--- Information provided Enclosed Below ---
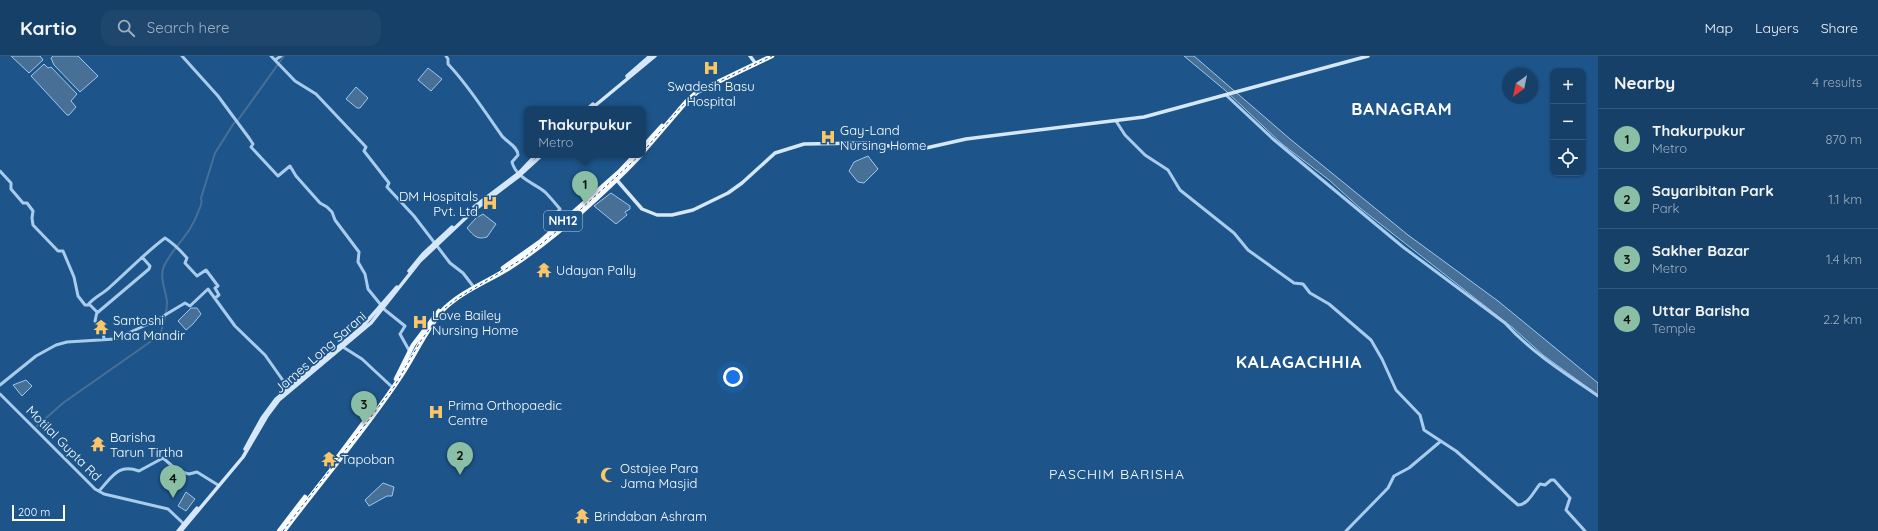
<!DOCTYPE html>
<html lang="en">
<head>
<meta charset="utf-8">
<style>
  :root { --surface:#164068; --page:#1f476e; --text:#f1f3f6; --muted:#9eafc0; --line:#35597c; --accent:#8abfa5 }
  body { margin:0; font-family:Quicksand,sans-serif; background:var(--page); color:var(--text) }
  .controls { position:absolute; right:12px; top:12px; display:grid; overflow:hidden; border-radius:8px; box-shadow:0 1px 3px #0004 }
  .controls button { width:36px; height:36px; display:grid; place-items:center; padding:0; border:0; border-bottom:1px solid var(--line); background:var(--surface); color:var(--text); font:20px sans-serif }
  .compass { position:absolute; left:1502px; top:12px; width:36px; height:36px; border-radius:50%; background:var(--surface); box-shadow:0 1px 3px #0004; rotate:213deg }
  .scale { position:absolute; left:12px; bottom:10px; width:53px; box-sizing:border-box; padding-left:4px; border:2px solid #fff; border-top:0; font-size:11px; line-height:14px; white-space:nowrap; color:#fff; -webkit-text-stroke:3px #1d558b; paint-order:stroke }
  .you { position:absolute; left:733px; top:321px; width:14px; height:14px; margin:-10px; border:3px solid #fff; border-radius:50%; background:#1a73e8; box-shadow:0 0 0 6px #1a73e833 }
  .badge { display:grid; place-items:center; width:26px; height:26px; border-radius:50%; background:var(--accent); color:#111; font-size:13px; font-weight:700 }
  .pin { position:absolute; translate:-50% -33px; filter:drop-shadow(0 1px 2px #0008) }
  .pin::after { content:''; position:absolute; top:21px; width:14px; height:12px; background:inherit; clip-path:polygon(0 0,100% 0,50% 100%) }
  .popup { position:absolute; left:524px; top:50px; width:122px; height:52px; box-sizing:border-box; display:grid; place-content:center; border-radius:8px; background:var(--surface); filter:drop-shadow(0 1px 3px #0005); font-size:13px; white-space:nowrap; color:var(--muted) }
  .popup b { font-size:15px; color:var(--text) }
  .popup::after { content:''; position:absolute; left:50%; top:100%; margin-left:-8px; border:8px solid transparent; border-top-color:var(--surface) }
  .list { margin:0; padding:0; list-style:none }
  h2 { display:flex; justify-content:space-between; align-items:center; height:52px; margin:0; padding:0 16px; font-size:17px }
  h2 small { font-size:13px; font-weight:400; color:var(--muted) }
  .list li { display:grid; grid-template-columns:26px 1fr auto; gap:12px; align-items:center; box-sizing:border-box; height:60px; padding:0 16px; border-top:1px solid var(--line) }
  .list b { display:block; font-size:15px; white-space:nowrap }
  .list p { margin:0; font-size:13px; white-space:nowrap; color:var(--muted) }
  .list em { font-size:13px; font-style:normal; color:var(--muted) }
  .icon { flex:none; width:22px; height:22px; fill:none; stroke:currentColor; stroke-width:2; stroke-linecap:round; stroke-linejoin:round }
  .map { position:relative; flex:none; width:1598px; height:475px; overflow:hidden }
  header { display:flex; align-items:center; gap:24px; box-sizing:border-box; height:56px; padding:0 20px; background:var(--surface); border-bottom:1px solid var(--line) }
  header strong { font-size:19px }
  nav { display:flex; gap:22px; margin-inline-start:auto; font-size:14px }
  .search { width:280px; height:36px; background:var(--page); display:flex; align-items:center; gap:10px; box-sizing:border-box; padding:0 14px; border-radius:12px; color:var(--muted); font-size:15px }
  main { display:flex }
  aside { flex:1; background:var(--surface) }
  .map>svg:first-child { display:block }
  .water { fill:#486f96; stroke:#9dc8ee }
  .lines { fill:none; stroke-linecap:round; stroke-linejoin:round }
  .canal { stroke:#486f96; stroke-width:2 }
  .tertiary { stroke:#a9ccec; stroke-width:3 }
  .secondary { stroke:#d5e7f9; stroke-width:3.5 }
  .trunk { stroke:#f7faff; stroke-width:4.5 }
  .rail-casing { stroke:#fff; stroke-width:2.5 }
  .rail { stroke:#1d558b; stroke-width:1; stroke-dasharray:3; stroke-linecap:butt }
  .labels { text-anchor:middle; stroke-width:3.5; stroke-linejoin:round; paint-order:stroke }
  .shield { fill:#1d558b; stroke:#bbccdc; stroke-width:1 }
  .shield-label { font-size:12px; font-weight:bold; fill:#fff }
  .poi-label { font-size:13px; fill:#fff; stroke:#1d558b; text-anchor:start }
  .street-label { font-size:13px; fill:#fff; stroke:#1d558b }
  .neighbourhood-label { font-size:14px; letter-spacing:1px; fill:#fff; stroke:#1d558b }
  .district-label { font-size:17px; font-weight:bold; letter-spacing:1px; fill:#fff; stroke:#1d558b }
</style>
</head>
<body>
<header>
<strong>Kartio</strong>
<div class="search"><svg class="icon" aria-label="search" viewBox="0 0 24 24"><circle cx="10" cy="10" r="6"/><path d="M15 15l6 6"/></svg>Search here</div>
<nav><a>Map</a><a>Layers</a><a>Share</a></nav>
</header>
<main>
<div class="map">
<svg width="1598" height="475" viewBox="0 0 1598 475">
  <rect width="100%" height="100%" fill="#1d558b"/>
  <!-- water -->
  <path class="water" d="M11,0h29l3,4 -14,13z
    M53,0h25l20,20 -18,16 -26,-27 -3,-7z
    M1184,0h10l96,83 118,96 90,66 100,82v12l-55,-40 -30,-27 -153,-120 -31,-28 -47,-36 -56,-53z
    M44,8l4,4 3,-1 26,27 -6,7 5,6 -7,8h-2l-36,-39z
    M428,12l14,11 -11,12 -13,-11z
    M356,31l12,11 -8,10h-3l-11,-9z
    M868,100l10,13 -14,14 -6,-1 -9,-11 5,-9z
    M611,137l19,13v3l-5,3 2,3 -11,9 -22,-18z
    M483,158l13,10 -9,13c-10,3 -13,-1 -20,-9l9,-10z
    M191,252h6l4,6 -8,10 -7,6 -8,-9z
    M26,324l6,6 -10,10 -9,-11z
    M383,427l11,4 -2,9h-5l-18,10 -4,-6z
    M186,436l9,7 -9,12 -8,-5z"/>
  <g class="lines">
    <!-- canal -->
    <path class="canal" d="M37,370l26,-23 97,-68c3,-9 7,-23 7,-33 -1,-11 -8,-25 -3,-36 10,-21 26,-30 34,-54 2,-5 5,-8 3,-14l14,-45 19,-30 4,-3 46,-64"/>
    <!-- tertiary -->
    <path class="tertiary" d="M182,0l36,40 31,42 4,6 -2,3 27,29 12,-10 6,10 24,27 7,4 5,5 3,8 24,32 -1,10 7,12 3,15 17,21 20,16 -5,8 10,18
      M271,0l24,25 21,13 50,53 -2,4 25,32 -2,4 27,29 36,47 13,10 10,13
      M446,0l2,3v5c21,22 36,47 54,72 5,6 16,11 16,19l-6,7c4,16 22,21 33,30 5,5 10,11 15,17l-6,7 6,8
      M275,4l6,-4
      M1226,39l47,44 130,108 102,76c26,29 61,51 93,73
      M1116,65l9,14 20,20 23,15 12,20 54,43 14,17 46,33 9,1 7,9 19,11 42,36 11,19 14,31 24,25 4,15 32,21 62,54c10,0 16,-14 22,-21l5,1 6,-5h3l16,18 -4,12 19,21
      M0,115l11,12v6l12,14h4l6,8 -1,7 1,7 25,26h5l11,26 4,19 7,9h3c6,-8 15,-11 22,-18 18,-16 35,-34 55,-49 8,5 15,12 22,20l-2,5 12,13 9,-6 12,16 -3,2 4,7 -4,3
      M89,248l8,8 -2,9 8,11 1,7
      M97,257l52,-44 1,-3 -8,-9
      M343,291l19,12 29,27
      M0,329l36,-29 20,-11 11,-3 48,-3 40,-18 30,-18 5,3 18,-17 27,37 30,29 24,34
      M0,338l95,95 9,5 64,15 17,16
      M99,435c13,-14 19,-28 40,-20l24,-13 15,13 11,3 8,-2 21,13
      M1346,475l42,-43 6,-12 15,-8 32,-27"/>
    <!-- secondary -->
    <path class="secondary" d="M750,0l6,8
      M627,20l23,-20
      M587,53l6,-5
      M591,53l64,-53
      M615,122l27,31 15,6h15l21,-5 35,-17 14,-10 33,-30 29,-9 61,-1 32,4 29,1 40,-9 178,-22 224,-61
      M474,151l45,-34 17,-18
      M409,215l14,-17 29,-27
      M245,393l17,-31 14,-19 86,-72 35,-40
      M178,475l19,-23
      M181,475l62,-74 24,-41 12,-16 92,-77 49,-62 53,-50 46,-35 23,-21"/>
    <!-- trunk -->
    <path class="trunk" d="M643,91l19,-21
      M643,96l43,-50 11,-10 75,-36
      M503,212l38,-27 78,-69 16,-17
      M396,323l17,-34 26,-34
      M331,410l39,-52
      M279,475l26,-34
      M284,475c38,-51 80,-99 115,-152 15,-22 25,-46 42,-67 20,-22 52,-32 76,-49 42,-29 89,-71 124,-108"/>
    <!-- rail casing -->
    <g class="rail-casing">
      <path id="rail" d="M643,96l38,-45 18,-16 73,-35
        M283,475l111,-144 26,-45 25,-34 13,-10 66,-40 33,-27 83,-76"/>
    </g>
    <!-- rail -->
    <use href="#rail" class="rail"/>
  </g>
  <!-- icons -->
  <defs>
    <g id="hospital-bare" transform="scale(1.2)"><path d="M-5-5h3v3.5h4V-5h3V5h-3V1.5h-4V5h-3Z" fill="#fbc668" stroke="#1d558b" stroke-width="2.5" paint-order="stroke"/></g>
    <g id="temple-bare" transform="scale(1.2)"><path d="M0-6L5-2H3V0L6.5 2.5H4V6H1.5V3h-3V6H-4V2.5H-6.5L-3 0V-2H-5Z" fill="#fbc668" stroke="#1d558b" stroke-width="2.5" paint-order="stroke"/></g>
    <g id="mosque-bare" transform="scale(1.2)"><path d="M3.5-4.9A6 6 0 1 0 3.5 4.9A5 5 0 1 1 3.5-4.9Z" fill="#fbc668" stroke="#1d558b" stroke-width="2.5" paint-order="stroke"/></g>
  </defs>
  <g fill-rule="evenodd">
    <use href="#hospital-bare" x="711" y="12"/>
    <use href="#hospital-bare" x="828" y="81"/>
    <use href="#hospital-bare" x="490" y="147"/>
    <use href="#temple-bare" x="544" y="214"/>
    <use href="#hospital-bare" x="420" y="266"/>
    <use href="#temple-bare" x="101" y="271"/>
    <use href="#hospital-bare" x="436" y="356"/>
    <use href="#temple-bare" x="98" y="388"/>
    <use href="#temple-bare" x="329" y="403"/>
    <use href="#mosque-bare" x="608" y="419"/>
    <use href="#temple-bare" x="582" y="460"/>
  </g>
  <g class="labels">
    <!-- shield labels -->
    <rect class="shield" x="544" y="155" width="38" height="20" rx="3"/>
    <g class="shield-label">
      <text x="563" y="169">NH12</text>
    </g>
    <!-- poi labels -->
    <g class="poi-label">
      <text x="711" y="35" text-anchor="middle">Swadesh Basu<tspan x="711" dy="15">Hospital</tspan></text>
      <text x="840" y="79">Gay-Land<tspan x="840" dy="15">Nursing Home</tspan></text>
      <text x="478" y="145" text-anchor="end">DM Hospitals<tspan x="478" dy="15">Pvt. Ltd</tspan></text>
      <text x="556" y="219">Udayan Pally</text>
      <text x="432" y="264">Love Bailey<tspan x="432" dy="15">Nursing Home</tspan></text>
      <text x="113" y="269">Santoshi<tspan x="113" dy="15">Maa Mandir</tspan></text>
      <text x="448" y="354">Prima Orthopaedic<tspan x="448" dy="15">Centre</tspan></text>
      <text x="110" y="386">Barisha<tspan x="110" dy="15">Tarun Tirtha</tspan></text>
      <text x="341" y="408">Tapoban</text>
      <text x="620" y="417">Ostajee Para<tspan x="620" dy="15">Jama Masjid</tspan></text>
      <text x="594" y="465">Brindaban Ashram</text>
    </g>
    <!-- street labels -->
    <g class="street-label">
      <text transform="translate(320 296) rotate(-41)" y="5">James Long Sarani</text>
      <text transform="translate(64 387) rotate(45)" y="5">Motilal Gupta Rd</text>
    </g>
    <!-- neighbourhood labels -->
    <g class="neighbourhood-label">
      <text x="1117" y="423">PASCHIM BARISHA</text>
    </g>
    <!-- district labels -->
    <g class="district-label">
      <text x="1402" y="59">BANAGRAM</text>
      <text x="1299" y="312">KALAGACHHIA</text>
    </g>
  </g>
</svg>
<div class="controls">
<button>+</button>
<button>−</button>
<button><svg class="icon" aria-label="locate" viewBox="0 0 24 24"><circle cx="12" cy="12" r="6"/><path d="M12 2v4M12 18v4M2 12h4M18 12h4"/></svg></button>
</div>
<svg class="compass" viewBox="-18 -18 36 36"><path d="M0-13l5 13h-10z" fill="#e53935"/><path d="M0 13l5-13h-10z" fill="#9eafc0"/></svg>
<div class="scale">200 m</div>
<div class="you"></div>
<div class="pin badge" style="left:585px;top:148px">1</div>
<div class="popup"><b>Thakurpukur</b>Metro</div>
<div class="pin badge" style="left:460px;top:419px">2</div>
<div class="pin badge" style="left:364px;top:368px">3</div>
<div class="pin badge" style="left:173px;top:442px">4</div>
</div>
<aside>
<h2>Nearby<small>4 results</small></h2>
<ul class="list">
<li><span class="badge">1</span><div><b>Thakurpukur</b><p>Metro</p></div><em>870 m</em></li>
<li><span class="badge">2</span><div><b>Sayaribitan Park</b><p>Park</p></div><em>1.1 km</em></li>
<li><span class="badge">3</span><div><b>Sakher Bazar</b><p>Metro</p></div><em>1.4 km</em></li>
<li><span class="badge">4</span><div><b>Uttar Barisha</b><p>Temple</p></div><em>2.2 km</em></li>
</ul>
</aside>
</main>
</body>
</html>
--- End of Enclosed Information provided ---
--- Information provided Enclosed Below ---
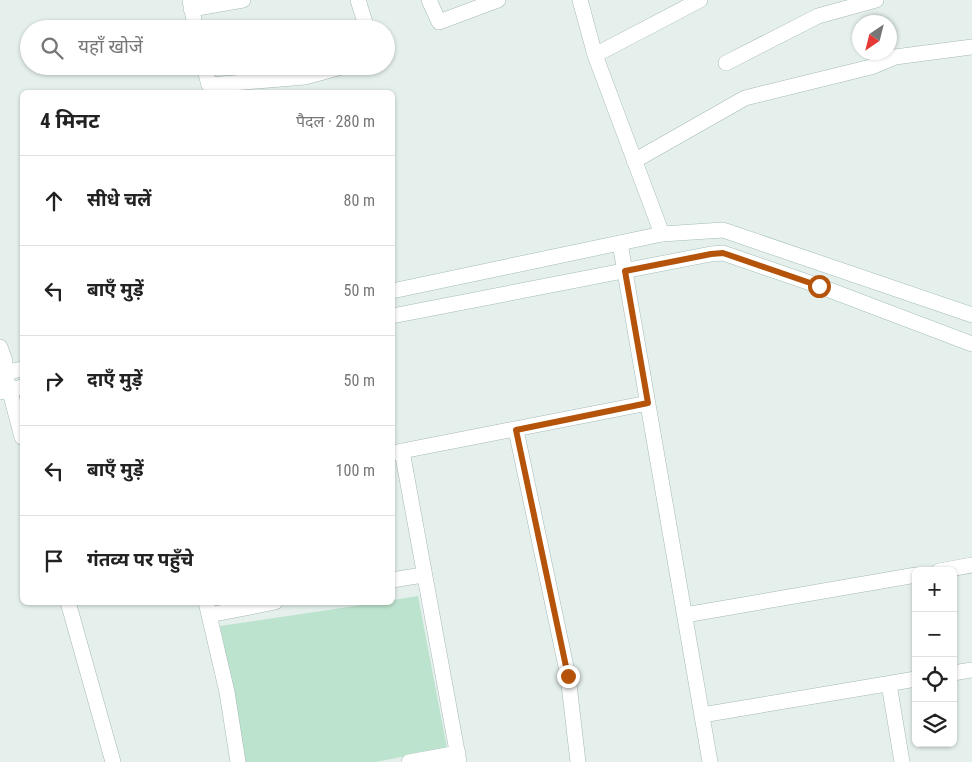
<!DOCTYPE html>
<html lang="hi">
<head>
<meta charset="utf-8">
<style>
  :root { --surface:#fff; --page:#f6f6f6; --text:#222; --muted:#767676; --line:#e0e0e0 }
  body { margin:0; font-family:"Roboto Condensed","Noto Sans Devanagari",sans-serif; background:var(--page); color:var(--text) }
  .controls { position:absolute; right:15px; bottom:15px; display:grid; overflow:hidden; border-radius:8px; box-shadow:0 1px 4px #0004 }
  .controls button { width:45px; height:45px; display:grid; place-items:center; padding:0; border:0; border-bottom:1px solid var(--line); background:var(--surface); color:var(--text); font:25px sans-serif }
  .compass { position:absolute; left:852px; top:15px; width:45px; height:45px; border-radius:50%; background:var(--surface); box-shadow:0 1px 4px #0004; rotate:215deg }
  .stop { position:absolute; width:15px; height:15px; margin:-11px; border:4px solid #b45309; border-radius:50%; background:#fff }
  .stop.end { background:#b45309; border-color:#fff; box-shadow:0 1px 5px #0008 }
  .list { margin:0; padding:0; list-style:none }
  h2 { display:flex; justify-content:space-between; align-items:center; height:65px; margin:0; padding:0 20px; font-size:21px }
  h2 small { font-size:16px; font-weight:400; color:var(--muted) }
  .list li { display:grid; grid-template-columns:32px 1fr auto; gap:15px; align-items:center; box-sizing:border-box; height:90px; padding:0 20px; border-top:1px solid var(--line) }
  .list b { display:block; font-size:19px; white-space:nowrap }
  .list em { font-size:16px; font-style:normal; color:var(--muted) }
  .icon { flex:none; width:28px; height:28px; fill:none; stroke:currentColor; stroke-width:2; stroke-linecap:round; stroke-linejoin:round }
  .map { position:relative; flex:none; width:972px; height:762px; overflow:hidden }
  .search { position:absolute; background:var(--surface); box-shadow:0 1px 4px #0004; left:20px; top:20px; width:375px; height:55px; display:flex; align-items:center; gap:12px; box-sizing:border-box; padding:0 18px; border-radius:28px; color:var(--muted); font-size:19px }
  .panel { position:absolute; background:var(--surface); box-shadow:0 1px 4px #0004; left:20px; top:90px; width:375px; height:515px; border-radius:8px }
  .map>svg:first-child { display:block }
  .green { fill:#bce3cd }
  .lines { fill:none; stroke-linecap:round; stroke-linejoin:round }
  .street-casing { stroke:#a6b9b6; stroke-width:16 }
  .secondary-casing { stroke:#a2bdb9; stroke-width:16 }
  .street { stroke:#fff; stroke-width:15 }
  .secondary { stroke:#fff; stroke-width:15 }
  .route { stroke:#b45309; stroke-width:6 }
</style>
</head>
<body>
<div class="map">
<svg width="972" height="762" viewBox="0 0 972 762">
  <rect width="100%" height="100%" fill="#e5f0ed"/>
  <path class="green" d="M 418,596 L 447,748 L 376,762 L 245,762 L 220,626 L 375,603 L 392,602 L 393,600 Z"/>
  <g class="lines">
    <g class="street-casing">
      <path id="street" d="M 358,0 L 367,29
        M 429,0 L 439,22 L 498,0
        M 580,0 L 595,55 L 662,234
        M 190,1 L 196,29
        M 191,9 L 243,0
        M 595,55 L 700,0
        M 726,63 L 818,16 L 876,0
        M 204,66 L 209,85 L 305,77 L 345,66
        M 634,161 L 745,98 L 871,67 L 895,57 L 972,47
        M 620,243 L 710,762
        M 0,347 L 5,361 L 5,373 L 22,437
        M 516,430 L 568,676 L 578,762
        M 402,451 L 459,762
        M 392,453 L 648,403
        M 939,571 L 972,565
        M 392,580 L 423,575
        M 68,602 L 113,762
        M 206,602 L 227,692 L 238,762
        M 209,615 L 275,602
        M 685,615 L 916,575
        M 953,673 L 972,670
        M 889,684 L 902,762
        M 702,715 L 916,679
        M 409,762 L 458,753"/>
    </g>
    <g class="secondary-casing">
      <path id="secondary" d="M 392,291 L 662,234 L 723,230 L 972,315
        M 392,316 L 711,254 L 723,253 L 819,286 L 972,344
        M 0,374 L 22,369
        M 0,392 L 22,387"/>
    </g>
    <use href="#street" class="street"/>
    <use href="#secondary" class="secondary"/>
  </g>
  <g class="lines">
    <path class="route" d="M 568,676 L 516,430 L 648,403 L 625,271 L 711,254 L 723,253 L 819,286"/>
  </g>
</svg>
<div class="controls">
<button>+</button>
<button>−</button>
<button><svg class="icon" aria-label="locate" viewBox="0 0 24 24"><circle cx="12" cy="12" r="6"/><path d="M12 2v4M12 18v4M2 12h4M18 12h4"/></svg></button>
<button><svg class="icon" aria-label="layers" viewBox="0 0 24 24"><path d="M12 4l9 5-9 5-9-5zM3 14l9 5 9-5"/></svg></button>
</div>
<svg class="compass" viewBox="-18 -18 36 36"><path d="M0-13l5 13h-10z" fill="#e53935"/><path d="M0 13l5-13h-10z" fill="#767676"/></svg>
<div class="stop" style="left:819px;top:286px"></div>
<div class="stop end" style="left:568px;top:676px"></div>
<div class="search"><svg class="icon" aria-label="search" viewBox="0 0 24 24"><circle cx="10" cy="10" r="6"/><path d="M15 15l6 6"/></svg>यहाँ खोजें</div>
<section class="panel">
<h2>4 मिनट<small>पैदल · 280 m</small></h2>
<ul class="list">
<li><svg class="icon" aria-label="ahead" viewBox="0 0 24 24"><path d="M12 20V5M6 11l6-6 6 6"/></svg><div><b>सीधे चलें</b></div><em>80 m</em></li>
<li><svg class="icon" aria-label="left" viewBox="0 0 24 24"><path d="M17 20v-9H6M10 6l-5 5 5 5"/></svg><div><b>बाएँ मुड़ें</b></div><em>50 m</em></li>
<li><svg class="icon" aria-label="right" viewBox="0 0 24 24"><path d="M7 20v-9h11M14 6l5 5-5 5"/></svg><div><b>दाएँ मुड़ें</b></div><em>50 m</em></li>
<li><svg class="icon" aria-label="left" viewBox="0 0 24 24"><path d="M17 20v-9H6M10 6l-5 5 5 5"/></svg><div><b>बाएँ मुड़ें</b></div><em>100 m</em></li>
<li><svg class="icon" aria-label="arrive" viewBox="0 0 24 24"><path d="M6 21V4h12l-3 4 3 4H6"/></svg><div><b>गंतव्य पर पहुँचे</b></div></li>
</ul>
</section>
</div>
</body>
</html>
--- End of Enclosed Information provided ---
## [About this task]
Within the material above, transcribe exactly the lines that run from the line holding "display:grid; grid-template-columns:32px 1fr" through the line holding "M 204,66 L 209,85 L 305,77 L 345,66".

## [Finished task]
  .list li { display:grid; grid-template-columns:32px 1fr auto; gap:15px; align-items:center; box-sizing:border-box; height:90px; padding:0 20px; border-top:1px solid var(--line) }
  .list b { display:block; font-size:19px; white-space:nowrap }
  .list em { font-size:16px; font-style:normal; color:var(--muted) }
  .icon { flex:none; width:28px; height:28px; fill:none; stroke:currentColor; stroke-width:2; stroke-linecap:round; stroke-linejoin:round }
  .map { position:relative; flex:none; width:972px; height:762px; overflow:hidden }
  .search { position:absolute; background:var(--surface); box-shadow:0 1px 4px #0004; left:20px; top:20px; width:375px; height:55px; display:flex; align-items:center; gap:12px; box-sizing:border-box; padding:0 18px; border-radius:28px; color:var(--muted); font-size:19px }
  .panel { position:absolute; background:var(--surface); box-shadow:0 1px 4px #0004; left:20px; top:90px; width:375px; height:515px; border-radius:8px }
  .map>svg:first-child { display:block }
  .green { fill:#bce3cd }
  .lines { fill:none; stroke-linecap:round; stroke-linejoin:round }
  .street-casing { stroke:#a6b9b6; stroke-width:16 }
  .secondary-casing { stroke:#a2bdb9; stroke-width:16 }
  .street { stroke:#fff; stroke-width:15 }
  .secondary { stroke:#fff; stroke-width:15 }
  .route { stroke:#b45309; stroke-width:6 }
</style>
</head>
<body>
<div class="map">
<svg width="972" height="762" viewBox="0 0 972 762">
  <rect width="100%" height="100%" fill="#e5f0ed"/>
  <path class="green" d="M 418,596 L 447,748 L 376,762 L 245,762 L 220,626 L 375,603 L 392,602 L 393,600 Z"/>
  <g class="lines">
    <g class="street-casing">
      <path id="street" d="M 358,0 L 367,29
        M 429,0 L 439,22 L 498,0
        M 580,0 L 595,55 L 662,234
        M 190,1 L 196,29
        M 191,9 L 243,0
        M 595,55 L 700,0
        M 726,63 L 818,16 L 876,0
        M 204,66 L 209,85 L 305,77 L 345,66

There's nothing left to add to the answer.